[[ DATA SHOWN, beginning ]]

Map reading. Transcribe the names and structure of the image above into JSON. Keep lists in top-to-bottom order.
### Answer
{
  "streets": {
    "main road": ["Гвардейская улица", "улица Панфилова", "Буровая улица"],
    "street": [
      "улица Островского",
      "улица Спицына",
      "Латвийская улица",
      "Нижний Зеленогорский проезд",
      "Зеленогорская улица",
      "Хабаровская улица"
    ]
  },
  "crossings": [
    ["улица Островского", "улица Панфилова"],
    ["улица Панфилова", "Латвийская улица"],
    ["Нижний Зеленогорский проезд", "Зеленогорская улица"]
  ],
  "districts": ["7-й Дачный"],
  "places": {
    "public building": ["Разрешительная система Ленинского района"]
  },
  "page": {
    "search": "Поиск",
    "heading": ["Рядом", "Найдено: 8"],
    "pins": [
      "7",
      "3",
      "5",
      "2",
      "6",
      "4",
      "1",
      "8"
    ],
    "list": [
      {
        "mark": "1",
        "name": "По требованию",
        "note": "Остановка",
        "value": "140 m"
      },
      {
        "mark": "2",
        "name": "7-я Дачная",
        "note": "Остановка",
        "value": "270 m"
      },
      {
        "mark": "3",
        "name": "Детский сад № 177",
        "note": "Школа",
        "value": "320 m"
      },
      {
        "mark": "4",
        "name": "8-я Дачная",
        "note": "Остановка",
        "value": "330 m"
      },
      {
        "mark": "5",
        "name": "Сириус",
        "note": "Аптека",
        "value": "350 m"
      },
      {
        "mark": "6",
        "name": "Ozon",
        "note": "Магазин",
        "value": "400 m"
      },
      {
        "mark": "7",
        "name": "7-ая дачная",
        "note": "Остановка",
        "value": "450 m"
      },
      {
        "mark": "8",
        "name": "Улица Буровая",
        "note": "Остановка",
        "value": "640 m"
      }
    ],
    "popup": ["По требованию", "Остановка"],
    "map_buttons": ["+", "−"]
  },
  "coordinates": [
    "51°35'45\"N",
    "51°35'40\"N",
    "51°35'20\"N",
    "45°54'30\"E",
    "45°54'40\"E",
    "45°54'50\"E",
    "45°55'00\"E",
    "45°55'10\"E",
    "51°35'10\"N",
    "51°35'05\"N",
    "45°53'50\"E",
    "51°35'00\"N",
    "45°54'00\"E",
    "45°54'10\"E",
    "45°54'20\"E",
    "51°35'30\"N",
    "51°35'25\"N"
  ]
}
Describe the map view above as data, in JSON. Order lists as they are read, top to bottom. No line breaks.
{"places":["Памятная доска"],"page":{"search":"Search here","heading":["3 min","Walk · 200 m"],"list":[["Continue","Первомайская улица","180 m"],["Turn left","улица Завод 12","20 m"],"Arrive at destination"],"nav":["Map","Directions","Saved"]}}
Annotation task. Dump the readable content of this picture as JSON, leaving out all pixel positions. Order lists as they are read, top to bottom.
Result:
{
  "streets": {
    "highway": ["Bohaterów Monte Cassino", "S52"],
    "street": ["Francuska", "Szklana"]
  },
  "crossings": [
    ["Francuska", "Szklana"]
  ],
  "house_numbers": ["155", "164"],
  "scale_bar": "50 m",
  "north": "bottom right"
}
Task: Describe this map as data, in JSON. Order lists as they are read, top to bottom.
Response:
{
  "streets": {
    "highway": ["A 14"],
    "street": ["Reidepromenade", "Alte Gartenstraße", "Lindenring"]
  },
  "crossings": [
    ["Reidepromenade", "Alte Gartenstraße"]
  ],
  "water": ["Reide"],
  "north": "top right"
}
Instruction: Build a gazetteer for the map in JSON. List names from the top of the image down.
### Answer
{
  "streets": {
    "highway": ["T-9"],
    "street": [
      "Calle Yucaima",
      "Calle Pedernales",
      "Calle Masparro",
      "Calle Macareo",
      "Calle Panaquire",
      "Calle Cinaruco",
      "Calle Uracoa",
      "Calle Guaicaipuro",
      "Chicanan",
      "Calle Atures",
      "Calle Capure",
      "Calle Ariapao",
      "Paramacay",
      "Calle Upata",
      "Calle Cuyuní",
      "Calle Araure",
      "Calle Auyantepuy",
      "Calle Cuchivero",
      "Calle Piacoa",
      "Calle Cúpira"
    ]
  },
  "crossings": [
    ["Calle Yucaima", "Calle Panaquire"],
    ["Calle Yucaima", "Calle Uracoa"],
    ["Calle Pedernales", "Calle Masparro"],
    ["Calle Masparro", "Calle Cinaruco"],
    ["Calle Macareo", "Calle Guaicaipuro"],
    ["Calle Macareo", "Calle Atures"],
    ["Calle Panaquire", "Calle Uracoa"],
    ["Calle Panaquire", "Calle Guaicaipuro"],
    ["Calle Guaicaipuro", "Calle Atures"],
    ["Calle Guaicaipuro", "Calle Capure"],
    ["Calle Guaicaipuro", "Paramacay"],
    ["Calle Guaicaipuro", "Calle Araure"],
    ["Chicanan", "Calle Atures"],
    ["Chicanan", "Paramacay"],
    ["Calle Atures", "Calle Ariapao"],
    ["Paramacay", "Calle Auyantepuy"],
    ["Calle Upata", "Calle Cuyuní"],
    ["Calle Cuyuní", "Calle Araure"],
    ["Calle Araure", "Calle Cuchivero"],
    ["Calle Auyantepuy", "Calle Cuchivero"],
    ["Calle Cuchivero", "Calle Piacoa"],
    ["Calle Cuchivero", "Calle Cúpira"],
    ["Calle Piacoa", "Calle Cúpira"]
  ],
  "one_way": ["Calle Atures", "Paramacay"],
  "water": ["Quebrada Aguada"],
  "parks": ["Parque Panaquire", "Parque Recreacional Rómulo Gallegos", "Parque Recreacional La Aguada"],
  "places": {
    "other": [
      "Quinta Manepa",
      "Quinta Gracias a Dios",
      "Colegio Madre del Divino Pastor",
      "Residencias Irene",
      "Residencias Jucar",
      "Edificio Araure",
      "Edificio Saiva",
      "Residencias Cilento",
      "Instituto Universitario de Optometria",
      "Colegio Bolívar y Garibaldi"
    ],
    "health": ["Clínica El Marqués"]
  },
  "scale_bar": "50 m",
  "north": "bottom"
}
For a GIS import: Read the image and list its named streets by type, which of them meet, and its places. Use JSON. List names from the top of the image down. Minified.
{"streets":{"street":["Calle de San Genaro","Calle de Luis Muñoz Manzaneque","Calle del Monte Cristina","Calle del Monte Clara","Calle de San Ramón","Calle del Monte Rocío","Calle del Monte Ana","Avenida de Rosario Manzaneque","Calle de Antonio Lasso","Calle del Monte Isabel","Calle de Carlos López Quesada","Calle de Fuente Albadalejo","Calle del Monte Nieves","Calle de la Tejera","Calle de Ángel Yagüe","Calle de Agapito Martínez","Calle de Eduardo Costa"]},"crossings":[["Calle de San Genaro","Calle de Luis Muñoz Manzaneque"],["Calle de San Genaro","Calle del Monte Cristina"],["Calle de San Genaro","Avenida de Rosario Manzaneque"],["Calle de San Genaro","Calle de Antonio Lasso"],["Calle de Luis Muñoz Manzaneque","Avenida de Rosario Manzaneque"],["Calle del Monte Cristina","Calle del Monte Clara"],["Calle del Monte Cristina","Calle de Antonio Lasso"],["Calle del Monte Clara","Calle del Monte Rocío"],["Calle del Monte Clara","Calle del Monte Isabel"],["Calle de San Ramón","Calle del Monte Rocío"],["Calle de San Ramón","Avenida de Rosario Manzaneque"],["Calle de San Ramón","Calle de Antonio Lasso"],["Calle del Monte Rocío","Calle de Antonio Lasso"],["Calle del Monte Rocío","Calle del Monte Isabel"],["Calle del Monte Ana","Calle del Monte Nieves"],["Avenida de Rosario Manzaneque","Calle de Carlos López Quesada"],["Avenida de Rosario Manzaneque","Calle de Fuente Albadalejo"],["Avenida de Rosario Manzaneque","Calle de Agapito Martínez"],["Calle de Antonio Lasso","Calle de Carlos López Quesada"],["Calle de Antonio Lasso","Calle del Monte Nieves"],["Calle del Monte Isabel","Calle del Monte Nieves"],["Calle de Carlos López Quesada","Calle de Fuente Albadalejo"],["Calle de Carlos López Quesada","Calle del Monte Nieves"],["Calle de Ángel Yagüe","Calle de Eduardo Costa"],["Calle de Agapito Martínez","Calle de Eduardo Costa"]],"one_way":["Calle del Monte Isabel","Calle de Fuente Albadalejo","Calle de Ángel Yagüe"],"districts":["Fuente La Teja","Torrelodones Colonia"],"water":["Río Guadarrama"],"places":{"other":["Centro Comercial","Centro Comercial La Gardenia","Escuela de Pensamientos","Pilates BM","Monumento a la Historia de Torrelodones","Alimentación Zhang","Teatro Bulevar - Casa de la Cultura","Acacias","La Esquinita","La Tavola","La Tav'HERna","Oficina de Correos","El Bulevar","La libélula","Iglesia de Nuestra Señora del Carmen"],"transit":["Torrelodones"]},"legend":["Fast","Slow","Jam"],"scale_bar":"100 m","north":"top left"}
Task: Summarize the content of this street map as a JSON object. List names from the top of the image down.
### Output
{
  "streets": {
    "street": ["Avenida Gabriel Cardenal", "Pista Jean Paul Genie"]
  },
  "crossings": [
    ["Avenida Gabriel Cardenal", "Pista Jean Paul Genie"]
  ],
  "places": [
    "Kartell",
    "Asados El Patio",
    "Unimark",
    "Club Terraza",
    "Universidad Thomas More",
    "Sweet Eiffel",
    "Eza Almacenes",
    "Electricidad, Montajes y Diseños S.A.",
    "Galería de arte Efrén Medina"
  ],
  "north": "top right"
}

[[ DATA SHOWN, end ]]

* WHAT TO WORK ON: Copy out, word for word, the part of the entries above that begins at the line with "Task: Describe this" and ends at the line with "Instruction: Build a", including both.

* THE ANSWER:
Task: Describe this map as data, in JSON. Order lists as they are read, top to bottom.
Response:
{
  "streets": {
    "highway": ["A 14"],
    "street": ["Reidepromenade", "Alte Gartenstraße", "Lindenring"]
  },
  "crossings": [
    ["Reidepromenade", "Alte Gartenstraße"]
  ],
  "water": ["Reide"],
  "north": "top right"
}
Instruction: Build a gazetteer for the map in JSON. List names from the top of the image down.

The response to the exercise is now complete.